§ **What this task involves**:
Where a line of the records contains the word "boxes", show that line.

(Dataset entries)
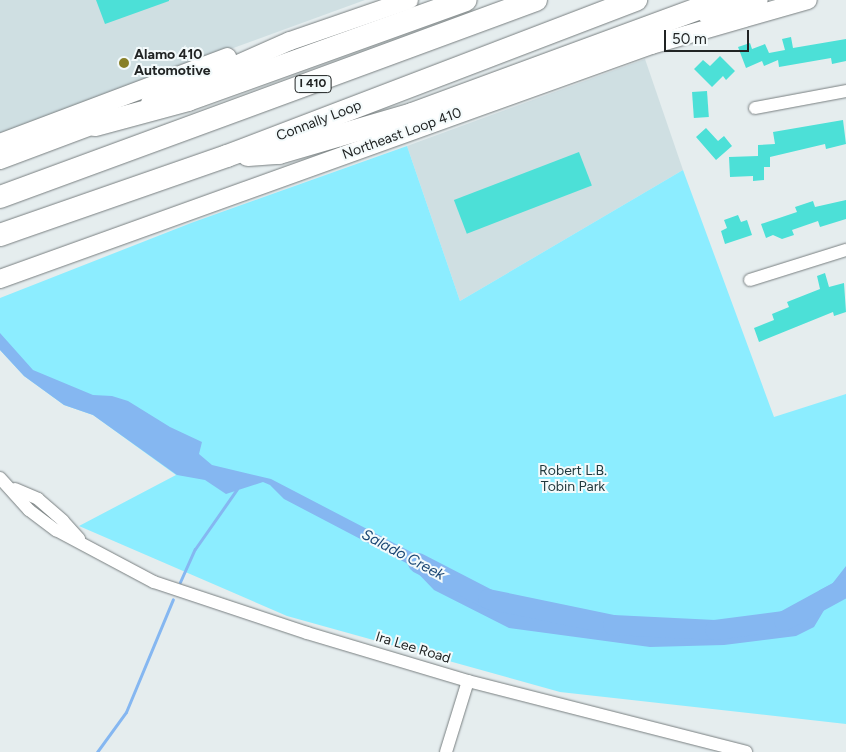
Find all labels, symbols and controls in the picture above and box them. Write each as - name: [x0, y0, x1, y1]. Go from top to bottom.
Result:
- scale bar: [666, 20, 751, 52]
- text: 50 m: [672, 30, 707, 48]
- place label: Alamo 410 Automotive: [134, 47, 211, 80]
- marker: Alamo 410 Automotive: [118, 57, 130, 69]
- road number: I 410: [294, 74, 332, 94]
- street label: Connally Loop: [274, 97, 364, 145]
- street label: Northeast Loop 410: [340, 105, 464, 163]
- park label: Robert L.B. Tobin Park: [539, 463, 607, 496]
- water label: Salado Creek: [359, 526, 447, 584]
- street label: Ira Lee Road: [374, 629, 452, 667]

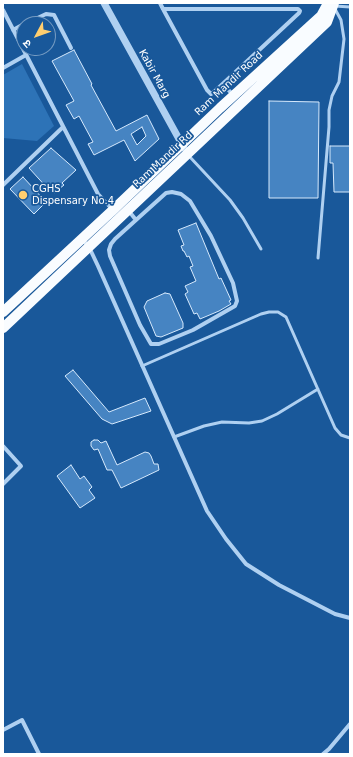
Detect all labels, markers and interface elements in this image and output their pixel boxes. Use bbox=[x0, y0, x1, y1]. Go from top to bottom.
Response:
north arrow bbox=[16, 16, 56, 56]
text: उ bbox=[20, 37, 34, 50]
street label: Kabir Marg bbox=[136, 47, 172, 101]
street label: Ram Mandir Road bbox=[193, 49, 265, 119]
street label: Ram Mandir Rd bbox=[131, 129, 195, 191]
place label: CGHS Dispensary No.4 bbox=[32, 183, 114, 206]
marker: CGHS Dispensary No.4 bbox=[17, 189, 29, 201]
...
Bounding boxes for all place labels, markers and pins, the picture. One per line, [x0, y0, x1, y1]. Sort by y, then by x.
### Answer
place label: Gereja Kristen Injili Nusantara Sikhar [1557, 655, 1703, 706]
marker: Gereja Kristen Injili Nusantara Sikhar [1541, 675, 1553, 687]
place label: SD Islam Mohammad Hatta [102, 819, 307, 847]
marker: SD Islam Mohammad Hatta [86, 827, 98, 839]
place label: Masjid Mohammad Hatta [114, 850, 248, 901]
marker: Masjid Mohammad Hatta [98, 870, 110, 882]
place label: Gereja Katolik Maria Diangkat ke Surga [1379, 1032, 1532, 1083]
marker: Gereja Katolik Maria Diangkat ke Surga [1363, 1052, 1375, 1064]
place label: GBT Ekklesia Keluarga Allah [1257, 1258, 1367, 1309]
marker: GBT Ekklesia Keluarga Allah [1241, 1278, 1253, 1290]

§ **Response to this exercise**:
Detect all labels, markers and interface elements in this image and output their pixel boxes. Use bbox=[x0, y0, x1, y1]. Go from top to bottom.
Bounding boxes for all place labels, markers and pins, the picture. One per line, [x0, y0, x1, y1]. Sort by y, then by x.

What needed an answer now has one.